ACTIVITY
Given the records below, would you repeat exactly the lines that begin at the one containing "M 1482,532 L" and end at the one containing "<!-- primary -->", inclusive?

Stored items
※

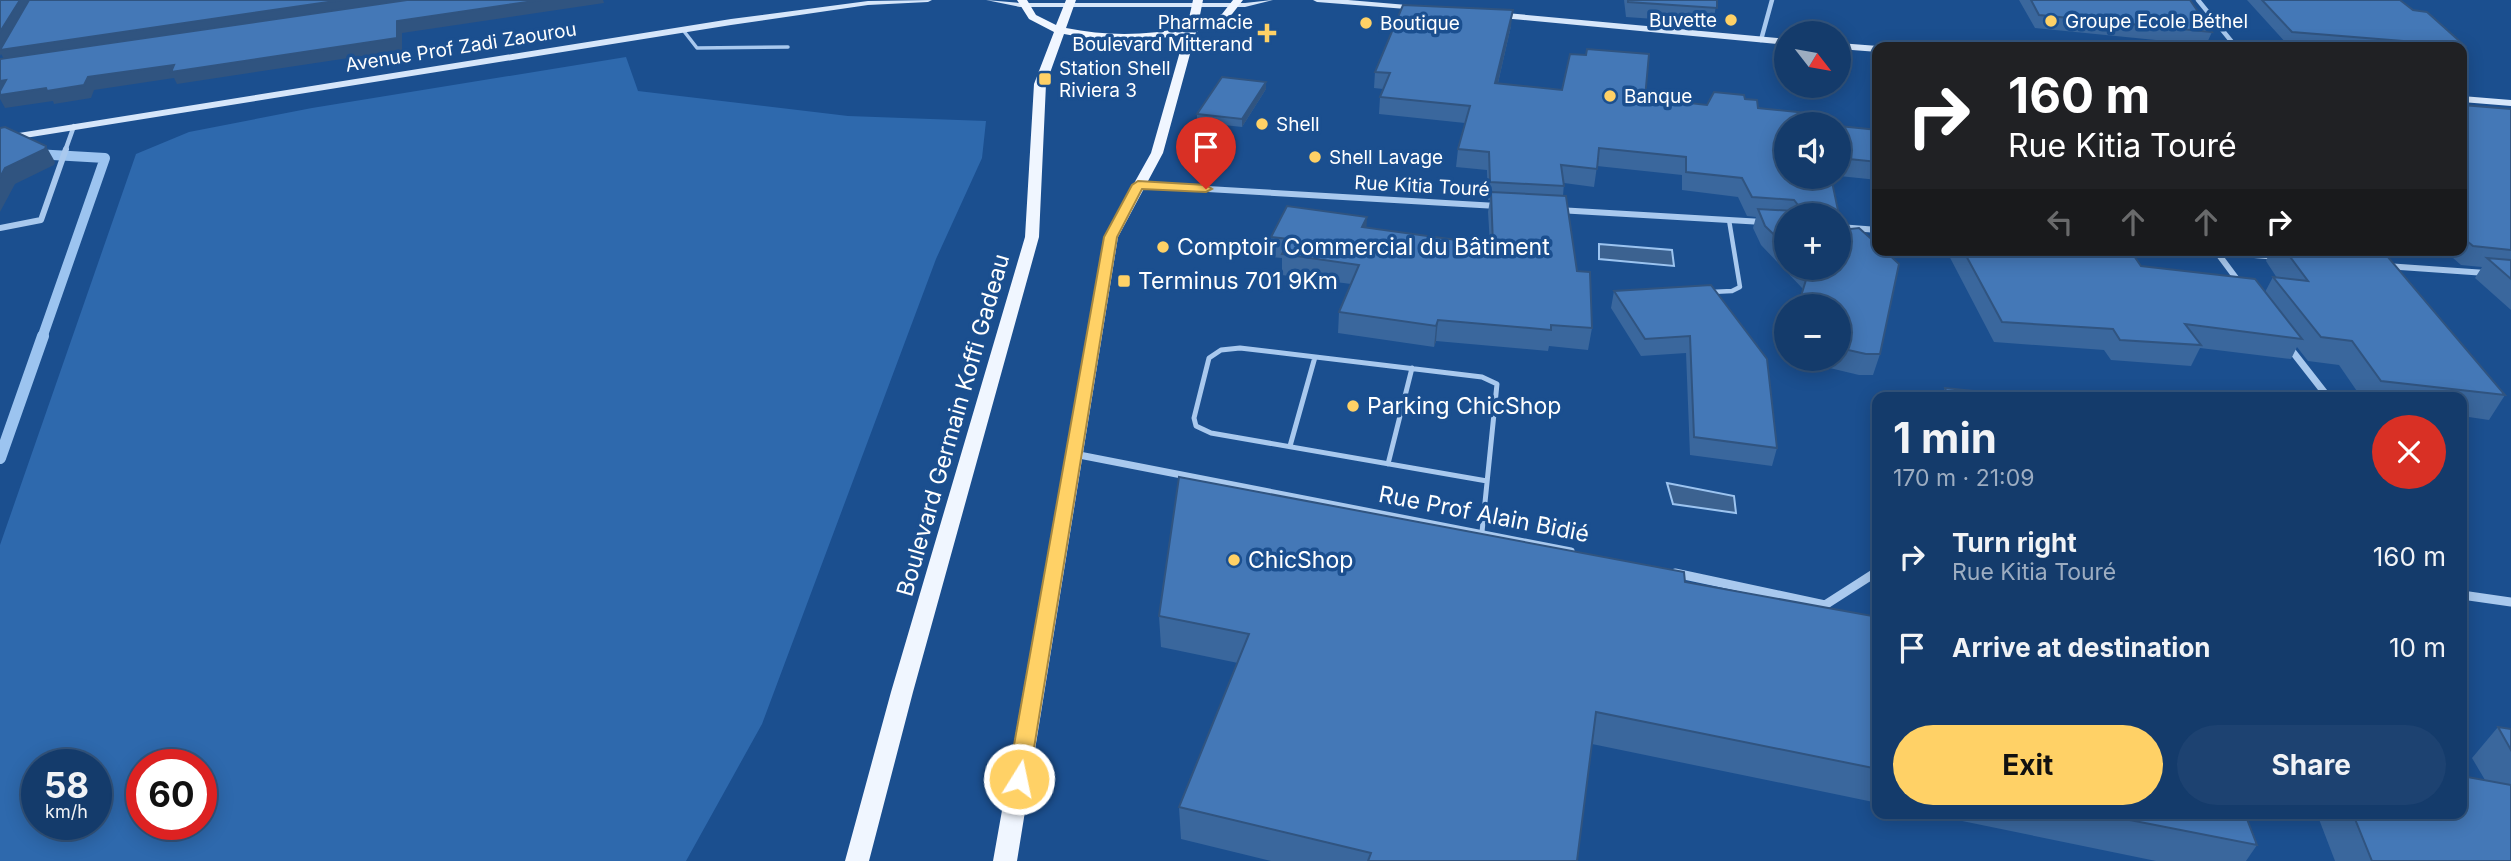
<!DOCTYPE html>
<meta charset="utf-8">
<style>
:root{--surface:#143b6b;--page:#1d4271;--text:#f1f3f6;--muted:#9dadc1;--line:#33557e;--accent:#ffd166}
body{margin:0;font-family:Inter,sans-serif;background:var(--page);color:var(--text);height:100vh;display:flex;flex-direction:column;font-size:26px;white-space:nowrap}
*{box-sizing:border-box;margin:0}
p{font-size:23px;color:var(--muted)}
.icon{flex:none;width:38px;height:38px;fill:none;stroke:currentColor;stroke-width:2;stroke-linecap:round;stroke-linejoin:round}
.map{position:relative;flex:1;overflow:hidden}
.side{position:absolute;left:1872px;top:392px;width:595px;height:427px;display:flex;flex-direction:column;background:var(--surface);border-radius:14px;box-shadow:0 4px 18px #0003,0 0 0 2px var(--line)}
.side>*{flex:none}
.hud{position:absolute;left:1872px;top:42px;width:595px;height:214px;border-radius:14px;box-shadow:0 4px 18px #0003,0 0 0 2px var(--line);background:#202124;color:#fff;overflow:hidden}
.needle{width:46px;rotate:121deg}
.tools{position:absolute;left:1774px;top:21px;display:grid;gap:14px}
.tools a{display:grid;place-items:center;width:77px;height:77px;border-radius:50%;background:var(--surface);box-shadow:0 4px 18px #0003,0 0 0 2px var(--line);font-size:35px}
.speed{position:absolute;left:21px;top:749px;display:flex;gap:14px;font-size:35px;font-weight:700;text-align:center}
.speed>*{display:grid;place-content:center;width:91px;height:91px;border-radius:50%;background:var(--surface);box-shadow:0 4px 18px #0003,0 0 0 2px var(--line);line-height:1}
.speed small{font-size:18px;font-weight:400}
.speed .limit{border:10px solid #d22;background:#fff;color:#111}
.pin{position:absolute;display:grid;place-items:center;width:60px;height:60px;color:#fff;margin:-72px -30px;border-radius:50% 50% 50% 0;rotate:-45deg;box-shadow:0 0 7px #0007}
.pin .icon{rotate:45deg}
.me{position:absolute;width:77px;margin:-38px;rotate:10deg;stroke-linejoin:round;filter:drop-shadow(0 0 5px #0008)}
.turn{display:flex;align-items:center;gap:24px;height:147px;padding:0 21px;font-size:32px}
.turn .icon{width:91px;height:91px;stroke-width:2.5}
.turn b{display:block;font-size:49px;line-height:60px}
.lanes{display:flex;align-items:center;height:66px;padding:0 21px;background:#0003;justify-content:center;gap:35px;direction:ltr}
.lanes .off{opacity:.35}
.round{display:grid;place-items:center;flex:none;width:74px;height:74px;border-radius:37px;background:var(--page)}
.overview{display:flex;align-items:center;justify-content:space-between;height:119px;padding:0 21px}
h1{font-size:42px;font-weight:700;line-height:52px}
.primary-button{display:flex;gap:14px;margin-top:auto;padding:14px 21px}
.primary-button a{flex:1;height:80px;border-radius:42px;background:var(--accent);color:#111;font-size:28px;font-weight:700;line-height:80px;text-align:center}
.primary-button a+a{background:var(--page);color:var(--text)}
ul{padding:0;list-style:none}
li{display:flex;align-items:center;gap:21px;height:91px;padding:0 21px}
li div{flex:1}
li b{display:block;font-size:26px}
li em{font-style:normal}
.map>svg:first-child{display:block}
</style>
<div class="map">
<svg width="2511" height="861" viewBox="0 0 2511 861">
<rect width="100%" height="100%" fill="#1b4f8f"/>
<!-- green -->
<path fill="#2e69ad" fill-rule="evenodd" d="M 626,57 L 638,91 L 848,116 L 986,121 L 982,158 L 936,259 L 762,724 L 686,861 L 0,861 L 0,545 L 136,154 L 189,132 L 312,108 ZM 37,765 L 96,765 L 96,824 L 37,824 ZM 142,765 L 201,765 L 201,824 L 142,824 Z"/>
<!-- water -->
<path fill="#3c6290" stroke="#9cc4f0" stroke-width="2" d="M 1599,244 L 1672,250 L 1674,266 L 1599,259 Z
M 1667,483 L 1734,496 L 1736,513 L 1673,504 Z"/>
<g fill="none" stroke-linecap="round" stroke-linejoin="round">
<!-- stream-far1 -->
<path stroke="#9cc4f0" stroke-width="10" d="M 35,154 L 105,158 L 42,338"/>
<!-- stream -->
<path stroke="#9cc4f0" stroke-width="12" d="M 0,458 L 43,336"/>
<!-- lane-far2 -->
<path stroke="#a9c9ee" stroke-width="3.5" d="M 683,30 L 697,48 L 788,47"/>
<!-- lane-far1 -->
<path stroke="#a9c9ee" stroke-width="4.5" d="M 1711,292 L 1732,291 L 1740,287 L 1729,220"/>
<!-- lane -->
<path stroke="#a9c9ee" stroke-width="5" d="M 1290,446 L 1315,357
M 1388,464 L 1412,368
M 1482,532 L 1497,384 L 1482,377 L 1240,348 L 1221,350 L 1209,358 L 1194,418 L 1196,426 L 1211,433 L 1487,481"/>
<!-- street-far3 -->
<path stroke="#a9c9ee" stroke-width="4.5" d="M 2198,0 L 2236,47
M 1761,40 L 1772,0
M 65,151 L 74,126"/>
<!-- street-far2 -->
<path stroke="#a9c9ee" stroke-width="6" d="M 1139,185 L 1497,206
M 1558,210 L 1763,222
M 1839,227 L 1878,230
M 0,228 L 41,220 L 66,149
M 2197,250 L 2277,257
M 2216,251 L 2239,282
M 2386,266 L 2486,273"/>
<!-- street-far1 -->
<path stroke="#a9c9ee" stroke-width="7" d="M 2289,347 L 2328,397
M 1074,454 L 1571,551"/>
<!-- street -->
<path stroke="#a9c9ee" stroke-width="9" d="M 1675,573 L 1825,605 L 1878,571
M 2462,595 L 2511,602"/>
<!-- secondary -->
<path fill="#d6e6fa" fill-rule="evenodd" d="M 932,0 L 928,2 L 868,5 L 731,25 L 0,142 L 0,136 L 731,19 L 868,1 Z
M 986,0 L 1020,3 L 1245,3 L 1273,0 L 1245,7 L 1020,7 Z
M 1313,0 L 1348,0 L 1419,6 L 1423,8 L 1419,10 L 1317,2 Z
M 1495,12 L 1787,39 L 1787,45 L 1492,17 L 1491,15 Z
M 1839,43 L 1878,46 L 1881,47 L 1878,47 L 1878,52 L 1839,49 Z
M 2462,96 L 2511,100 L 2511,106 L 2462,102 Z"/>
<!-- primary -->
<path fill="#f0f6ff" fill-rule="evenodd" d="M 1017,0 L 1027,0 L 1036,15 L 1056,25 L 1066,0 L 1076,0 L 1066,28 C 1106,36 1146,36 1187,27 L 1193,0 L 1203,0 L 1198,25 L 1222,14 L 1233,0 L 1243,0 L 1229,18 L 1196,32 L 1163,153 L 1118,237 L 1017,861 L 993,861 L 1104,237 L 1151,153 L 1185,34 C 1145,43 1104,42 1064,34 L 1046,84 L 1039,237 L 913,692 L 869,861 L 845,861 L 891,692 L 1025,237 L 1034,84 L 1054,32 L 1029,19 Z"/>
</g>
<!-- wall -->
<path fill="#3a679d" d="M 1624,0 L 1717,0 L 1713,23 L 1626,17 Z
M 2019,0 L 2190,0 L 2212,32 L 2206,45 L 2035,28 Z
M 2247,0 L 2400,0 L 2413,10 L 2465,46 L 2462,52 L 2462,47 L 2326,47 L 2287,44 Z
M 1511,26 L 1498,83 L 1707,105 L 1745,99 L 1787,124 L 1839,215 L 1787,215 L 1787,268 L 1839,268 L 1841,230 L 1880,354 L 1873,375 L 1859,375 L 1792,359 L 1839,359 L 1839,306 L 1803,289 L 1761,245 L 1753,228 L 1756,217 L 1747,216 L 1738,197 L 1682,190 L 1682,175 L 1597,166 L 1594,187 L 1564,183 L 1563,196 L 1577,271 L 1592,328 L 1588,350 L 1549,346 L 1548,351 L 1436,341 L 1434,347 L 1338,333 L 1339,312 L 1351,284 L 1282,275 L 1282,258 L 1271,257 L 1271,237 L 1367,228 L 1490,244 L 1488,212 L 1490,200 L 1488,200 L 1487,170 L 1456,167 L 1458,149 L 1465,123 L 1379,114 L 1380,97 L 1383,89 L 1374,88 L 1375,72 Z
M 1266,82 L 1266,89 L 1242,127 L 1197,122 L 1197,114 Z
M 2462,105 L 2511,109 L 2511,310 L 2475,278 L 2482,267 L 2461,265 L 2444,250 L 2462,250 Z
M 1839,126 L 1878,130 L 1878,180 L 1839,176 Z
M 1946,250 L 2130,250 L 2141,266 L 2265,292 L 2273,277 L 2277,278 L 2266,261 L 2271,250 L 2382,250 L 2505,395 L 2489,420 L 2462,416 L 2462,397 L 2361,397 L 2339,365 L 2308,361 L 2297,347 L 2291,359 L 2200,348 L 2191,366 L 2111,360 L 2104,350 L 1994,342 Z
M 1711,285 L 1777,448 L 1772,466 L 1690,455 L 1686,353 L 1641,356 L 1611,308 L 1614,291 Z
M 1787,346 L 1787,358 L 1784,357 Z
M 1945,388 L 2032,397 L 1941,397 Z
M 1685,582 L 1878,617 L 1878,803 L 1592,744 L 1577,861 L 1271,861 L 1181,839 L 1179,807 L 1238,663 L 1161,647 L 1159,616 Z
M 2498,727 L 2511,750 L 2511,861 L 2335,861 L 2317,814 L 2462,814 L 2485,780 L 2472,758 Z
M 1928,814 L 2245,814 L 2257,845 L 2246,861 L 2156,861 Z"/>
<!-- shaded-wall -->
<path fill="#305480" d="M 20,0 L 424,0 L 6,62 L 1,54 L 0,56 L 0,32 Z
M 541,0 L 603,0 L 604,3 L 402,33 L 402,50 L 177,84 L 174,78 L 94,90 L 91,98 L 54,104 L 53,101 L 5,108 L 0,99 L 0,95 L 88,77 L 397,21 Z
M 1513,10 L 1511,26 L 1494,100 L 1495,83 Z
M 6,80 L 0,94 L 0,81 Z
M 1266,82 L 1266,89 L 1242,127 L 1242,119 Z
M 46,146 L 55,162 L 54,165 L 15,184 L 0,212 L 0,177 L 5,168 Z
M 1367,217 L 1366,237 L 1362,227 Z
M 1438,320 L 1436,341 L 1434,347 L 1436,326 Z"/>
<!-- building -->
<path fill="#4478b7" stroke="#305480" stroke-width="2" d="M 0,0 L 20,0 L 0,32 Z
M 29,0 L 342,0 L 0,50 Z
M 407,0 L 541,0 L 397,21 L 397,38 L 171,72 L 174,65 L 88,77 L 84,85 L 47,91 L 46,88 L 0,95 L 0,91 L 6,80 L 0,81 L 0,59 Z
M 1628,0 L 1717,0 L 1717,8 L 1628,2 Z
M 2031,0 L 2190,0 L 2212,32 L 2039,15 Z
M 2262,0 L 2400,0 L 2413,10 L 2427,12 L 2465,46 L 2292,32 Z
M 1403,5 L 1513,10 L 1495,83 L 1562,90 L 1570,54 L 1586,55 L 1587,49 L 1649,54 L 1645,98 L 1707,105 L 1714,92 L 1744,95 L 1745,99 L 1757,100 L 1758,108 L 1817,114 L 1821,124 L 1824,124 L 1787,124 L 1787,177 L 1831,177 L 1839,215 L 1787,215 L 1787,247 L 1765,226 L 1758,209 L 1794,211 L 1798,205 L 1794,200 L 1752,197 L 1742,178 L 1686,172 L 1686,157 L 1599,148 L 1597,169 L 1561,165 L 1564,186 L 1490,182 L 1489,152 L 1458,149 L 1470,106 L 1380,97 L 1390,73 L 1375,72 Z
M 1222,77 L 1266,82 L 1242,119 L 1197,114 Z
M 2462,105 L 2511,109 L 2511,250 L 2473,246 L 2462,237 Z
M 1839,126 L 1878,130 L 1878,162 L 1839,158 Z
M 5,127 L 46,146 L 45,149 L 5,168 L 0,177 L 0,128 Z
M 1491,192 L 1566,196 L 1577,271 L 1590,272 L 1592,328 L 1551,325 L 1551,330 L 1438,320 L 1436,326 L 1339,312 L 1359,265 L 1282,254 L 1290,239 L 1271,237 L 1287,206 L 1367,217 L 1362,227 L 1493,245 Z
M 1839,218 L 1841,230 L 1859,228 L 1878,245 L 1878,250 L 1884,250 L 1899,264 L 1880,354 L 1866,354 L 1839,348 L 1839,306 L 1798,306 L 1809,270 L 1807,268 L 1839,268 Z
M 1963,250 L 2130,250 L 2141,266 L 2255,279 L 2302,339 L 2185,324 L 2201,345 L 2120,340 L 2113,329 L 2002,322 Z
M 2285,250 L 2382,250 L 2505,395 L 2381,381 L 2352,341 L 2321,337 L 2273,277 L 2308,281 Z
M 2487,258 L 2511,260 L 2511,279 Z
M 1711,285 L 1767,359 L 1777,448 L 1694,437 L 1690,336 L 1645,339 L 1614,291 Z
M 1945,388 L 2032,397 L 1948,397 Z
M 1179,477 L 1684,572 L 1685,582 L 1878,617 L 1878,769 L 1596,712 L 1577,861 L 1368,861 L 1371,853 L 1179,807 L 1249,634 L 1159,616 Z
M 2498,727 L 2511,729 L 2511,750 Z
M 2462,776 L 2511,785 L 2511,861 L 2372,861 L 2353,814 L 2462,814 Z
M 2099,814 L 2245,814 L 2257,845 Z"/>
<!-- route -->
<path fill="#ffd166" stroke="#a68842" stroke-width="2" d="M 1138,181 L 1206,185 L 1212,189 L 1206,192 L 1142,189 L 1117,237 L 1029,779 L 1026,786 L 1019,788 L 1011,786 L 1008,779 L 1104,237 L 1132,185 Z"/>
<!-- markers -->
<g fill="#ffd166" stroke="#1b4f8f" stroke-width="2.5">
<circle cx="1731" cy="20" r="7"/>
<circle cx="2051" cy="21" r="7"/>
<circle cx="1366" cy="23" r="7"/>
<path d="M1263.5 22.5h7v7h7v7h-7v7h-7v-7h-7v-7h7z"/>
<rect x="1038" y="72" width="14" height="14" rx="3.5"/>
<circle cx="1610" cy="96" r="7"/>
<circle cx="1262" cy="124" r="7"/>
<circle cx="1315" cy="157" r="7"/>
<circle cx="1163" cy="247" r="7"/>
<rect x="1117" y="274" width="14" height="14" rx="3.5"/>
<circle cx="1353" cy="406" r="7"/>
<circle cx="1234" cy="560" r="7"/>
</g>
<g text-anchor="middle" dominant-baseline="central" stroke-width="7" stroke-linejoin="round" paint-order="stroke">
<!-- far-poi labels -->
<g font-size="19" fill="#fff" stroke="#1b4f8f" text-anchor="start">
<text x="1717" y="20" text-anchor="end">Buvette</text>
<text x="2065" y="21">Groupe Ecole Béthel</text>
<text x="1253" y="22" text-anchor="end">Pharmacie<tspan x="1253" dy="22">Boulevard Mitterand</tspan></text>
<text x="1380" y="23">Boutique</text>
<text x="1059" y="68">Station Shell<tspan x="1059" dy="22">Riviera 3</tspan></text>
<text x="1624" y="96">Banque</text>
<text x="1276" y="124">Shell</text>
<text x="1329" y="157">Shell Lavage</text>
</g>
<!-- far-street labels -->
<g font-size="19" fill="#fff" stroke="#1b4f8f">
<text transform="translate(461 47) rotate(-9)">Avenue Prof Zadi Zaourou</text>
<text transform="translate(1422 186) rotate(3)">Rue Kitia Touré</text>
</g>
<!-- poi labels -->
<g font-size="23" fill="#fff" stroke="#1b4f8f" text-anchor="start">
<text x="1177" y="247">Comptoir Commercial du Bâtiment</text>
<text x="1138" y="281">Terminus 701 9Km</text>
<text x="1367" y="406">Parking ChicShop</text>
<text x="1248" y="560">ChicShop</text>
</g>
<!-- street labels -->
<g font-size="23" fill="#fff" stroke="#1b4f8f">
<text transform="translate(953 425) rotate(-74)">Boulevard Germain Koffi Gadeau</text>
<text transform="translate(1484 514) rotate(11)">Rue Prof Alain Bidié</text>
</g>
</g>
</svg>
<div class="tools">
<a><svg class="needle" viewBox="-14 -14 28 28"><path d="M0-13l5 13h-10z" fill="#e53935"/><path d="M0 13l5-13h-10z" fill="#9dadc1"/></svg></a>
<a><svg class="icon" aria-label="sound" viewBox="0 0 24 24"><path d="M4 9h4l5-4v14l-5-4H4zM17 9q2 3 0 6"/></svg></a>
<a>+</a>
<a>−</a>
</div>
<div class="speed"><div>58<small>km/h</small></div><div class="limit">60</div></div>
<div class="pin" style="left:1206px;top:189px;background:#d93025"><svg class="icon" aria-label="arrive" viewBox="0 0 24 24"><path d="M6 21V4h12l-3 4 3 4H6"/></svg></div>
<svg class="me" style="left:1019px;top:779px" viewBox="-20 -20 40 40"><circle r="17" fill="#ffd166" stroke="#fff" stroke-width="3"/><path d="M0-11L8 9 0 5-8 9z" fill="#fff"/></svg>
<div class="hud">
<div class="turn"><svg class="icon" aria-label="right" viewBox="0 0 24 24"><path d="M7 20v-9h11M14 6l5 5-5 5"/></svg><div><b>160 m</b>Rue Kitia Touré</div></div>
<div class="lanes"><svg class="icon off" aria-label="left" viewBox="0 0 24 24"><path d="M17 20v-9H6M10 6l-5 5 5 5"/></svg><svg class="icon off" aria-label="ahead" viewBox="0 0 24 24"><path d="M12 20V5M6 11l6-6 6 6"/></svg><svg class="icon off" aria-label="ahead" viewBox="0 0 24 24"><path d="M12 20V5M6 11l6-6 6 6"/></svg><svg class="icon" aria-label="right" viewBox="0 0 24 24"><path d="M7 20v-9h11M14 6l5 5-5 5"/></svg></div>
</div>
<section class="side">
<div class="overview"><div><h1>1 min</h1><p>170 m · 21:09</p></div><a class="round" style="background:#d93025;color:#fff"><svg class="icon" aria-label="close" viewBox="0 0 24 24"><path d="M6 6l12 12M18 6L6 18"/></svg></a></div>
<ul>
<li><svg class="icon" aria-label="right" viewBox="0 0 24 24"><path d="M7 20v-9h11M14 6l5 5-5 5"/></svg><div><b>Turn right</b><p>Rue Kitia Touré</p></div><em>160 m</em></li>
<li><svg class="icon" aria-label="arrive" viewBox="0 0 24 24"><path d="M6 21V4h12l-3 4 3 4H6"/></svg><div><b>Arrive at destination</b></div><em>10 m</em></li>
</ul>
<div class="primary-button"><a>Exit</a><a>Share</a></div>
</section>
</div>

※

REPLY TO THE EXERCISE
M 1482,532 L 1497,384 L 1482,377 L 1240,348 L 1221,350 L 1209,358 L 1194,418 L 1196,426 L 1211,433 L 1487,481"/>
<!-- street-far3 -->
<path stroke="#a9c9ee" stroke-width="4.5" d="M 2198,0 L 2236,47
M 1761,40 L 1772,0
M 65,151 L 74,126"/>
<!-- street-far2 -->
<path stroke="#a9c9ee" stroke-width="6" d="M 1139,185 L 1497,206
M 1558,210 L 1763,222
M 1839,227 L 1878,230
M 0,228 L 41,220 L 66,149
M 2197,250 L 2277,257
M 2216,251 L 2239,282
M 2386,266 L 2486,273"/>
<!-- street-far1 -->
<path stroke="#a9c9ee" stroke-width="7" d="M 2289,347 L 2328,397
M 1074,454 L 1571,551"/>
<!-- street -->
<path stroke="#a9c9ee" stroke-width="9" d="M 1675,573 L 1825,605 L 1878,571
M 2462,595 L 2511,602"/>
<!-- secondary -->
<path fill="#d6e6fa" fill-rule="evenodd" d="M 932,0 L 928,2 L 868,5 L 731,25 L 0,142 L 0,136 L 731,19 L 868,1 Z
M 986,0 L 1020,3 L 1245,3 L 1273,0 L 1245,7 L 1020,7 Z
M 1313,0 L 1348,0 L 1419,6 L 1423,8 L 1419,10 L 1317,2 Z
M 1495,12 L 1787,39 L 1787,45 L 1492,17 L 1491,15 Z
M 1839,43 L 1878,46 L 1881,47 L 1878,47 L 1878,52 L 1839,49 Z
M 2462,96 L 2511,100 L 2511,106 L 2462,102 Z"/>
<!-- primary -->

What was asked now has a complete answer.